TASK DETAILS =
Every entry, from first to last, is to be written out exactly.

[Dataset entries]
================================

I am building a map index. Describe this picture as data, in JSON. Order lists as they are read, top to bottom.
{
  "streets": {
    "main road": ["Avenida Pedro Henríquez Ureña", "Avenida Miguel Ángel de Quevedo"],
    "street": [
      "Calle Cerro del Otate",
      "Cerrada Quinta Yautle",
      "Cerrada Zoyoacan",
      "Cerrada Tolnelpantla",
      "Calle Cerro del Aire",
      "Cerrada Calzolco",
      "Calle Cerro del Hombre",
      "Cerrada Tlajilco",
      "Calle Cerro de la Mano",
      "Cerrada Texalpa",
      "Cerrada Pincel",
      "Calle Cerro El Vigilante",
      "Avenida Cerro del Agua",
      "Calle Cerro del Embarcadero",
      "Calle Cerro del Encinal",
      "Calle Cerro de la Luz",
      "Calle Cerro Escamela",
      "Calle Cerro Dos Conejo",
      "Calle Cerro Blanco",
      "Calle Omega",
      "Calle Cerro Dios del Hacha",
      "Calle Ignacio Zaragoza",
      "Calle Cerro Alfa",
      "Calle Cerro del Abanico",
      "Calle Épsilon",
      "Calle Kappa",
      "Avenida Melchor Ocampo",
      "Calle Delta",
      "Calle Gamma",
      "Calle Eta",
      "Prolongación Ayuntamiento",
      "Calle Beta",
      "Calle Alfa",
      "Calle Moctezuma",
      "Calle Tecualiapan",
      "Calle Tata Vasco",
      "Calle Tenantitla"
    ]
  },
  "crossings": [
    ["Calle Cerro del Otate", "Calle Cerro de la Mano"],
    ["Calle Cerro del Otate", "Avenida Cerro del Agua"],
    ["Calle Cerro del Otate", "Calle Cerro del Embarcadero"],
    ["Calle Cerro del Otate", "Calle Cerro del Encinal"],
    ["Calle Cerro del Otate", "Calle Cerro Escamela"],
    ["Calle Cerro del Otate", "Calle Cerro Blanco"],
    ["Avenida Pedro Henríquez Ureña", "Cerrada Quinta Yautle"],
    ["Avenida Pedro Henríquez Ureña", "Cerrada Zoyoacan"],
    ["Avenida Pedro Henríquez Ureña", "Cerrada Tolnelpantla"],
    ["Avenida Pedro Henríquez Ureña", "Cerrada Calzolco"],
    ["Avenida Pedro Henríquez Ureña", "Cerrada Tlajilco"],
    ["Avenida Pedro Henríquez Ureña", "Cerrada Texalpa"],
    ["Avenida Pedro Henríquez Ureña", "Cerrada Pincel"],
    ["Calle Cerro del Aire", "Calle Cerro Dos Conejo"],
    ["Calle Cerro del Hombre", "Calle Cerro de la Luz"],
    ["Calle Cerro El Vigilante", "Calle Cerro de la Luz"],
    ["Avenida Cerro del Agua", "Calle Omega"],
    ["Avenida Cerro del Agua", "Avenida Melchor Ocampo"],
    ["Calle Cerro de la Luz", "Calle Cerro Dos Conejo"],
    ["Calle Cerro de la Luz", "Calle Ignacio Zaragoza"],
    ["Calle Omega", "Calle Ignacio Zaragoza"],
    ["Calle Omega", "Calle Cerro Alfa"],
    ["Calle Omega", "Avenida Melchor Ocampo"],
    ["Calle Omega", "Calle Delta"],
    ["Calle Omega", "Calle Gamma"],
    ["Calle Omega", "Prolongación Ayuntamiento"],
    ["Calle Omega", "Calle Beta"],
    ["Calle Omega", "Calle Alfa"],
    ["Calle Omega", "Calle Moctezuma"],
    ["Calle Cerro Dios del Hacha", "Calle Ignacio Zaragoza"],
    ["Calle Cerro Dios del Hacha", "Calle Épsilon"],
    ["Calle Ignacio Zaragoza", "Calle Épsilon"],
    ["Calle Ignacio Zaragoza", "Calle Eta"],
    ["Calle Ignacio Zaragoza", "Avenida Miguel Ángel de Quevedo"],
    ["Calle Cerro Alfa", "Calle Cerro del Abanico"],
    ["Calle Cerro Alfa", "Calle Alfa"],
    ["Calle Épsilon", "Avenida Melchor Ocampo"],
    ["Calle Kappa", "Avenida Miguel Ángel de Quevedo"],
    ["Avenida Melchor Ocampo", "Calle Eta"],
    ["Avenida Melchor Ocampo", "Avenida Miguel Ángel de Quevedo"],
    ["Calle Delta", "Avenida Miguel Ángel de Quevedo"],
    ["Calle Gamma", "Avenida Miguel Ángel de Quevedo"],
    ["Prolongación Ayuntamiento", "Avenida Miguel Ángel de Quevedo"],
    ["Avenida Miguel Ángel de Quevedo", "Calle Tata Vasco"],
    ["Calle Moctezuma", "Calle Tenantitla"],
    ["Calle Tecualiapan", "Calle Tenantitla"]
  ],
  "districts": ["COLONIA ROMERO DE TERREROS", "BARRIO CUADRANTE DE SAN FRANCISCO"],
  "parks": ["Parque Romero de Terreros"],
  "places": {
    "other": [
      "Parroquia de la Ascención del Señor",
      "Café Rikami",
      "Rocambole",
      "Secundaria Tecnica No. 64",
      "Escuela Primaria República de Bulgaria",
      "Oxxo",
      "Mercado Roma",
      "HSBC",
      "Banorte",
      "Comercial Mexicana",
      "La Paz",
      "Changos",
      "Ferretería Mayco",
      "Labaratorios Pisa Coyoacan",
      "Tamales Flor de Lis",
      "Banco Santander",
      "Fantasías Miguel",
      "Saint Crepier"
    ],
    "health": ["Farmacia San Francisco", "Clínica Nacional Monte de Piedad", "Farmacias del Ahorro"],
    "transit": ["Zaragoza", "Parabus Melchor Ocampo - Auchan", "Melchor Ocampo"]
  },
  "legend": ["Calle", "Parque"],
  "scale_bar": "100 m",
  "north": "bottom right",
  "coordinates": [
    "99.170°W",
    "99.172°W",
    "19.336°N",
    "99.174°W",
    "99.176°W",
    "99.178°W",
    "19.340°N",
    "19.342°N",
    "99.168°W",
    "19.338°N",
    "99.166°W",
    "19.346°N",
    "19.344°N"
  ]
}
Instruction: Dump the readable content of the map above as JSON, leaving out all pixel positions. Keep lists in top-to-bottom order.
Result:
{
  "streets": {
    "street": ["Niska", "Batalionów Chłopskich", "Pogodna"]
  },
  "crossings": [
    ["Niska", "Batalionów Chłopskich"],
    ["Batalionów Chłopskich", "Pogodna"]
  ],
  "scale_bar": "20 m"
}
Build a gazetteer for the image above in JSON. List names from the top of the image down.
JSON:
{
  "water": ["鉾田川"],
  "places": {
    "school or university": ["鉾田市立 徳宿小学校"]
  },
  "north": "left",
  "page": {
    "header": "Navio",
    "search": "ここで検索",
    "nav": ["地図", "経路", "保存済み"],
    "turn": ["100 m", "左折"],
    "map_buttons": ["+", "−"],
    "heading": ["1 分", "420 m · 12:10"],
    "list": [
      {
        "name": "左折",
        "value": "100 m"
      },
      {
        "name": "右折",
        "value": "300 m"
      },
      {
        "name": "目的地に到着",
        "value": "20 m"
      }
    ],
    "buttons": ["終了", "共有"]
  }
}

================================

RESULT =
I am building a map index. Describe this picture as data, in JSON. Order lists as they are read, top to bottom.
{
  "streets": {
    "main road": ["Avenida Pedro Henríquez Ureña", "Avenida Miguel Ángel de Quevedo"],
    "street": [
      "Calle Cerro del Otate",
      "Cerrada Quinta Yautle",
      "Cerrada Zoyoacan",
      "Cerrada Tolnelpantla",
      "Calle Cerro del Aire",
      "Cerrada Calzolco",
      "Calle Cerro del Hombre",
      "Cerrada Tlajilco",
      "Calle Cerro de la Mano",
      "Cerrada Texalpa",
      "Cerrada Pincel",
      "Calle Cerro El Vigilante",
      "Avenida Cerro del Agua",
      "Calle Cerro del Embarcadero",
      "Calle Cerro del Encinal",
      "Calle Cerro de la Luz",
      "Calle Cerro Escamela",
      "Calle Cerro Dos Conejo",
      "Calle Cerro Blanco",
      "Calle Omega",
      "Calle Cerro Dios del Hacha",
      "Calle Ignacio Zaragoza",
      "Calle Cerro Alfa",
      "Calle Cerro del Abanico",
      "Calle Épsilon",
      "Calle Kappa",
      "Avenida Melchor Ocampo",
      "Calle Delta",
      "Calle Gamma",
      "Calle Eta",
      "Prolongación Ayuntamiento",
      "Calle Beta",
      "Calle Alfa",
      "Calle Moctezuma",
      "Calle Tecualiapan",
      "Calle Tata Vasco",
      "Calle Tenantitla"
    ]
  },
  "crossings": [
    ["Calle Cerro del Otate", "Calle Cerro de la Mano"],
    ["Calle Cerro del Otate", "Avenida Cerro del Agua"],
    ["Calle Cerro del Otate", "Calle Cerro del Embarcadero"],
    ["Calle Cerro del Otate", "Calle Cerro del Encinal"],
    ["Calle Cerro del Otate", "Calle Cerro Escamela"],
    ["Calle Cerro del Otate", "Calle Cerro Blanco"],
    ["Avenida Pedro Henríquez Ureña", "Cerrada Quinta Yautle"],
    ["Avenida Pedro Henríquez Ureña", "Cerrada Zoyoacan"],
    ["Avenida Pedro Henríquez Ureña", "Cerrada Tolnelpantla"],
    ["Avenida Pedro Henríquez Ureña", "Cerrada Calzolco"],
    ["Avenida Pedro Henríquez Ureña", "Cerrada Tlajilco"],
    ["Avenida Pedro Henríquez Ureña", "Cerrada Texalpa"],
    ["Avenida Pedro Henríquez Ureña", "Cerrada Pincel"],
    ["Calle Cerro del Aire", "Calle Cerro Dos Conejo"],
    ["Calle Cerro del Hombre", "Calle Cerro de la Luz"],
    ["Calle Cerro El Vigilante", "Calle Cerro de la Luz"],
    ["Avenida Cerro del Agua", "Calle Omega"],
    ["Avenida Cerro del Agua", "Avenida Melchor Ocampo"],
    ["Calle Cerro de la Luz", "Calle Cerro Dos Conejo"],
    ["Calle Cerro de la Luz", "Calle Ignacio Zaragoza"],
    ["Calle Omega", "Calle Ignacio Zaragoza"],
    ["Calle Omega", "Calle Cerro Alfa"],
    ["Calle Omega", "Avenida Melchor Ocampo"],
    ["Calle Omega", "Calle Delta"],
    ["Calle Omega", "Calle Gamma"],
    ["Calle Omega", "Prolongación Ayuntamiento"],
    ["Calle Omega", "Calle Beta"],
    ["Calle Omega", "Calle Alfa"],
    ["Calle Omega", "Calle Moctezuma"],
    ["Calle Cerro Dios del Hacha", "Calle Ignacio Zaragoza"],
    ["Calle Cerro Dios del Hacha", "Calle Épsilon"],
    ["Calle Ignacio Zaragoza", "Calle Épsilon"],
    ["Calle Ignacio Zaragoza", "Calle Eta"],
    ["Calle Ignacio Zaragoza", "Avenida Miguel Ángel de Quevedo"],
    ["Calle Cerro Alfa", "Calle Cerro del Abanico"],
    ["Calle Cerro Alfa", "Calle Alfa"],
    ["Calle Épsilon", "Avenida Melchor Ocampo"],
    ["Calle Kappa", "Avenida Miguel Ángel de Quevedo"],
    ["Avenida Melchor Ocampo", "Calle Eta"],
    ["Avenida Melchor Ocampo", "Avenida Miguel Ángel de Quevedo"],
    ["Calle Delta", "Avenida Miguel Ángel de Quevedo"],
    ["Calle Gamma", "Avenida Miguel Ángel de Quevedo"],
    ["Prolongación Ayuntamiento", "Avenida Miguel Ángel de Quevedo"],
    ["Avenida Miguel Ángel de Quevedo", "Calle Tata Vasco"],
    ["Calle Moctezuma", "Calle Tenantitla"],
    ["Calle Tecualiapan", "Calle Tenantitla"]
  ],
  "districts": ["COLONIA ROMERO DE TERREROS", "BARRIO CUADRANTE DE SAN FRANCISCO"],
  "parks": ["Parque Romero de Terreros"],
  "places": {
    "other": [
      "Parroquia de la Ascención del Señor",
      "Café Rikami",
      "Rocambole",
      "Secundaria Tecnica No. 64",
      "Escuela Primaria República de Bulgaria",
      "Oxxo",
      "Mercado Roma",
      "HSBC",
      "Banorte",
      "Comercial Mexicana",
      "La Paz",
      "Changos",
      "Ferretería Mayco",
      "Labaratorios Pisa Coyoacan",
      "Tamales Flor de Lis",
      "Banco Santander",
      "Fantasías Miguel",
      "Saint Crepier"
    ],
    "health": ["Farmacia San Francisco", "Clínica Nacional Monte de Piedad", "Farmacias del Ahorro"],
    "transit": ["Zaragoza", "Parabus Melchor Ocampo - Auchan", "Melchor Ocampo"]
  },
  "legend": ["Calle", "Parque"],
  "scale_bar": "100 m",
  "north": "bottom right",
  "coordinates": [
    "99.170°W",
    "99.172°W",
    "19.336°N",
    "99.174°W",
    "99.176°W",
    "99.178°W",
    "19.340°N",
    "19.342°N",
    "99.168°W",
    "19.338°N",
    "99.166°W",
    "19.346°N",
    "19.344°N"
  ]
}
Instruction: Dump the readable content of the map above as JSON, leaving out all pixel positions. Keep lists in top-to-bottom order.
Result:
{
  "streets": {
    "street": ["Niska", "Batalionów Chłopskich", "Pogodna"]
  },
  "crossings": [
    ["Niska", "Batalionów Chłopskich"],
    ["Batalionów Chłopskich", "Pogodna"]
  ],
  "scale_bar": "20 m"
}
Build a gazetteer for the image above in JSON. List names from the top of the image down.
JSON:
{
  "water": ["鉾田川"],
  "places": {
    "school or university": ["鉾田市立 徳宿小学校"]
  },
  "north": "left",
  "page": {
    "header": "Navio",
    "search": "ここで検索",
    "nav": ["地図", "経路", "保存済み"],
    "turn": ["100 m", "左折"],
    "map_buttons": ["+", "−"],
    "heading": ["1 分", "420 m · 12:10"],
    "list": [
      {
        "name": "左折",
        "value": "100 m"
      },
      {
        "name": "右折",
        "value": "300 m"
      },
      {
        "name": "目的地に到着",
        "value": "20 m"
      }
    ],
    "buttons": ["終了", "共有"]
  }
}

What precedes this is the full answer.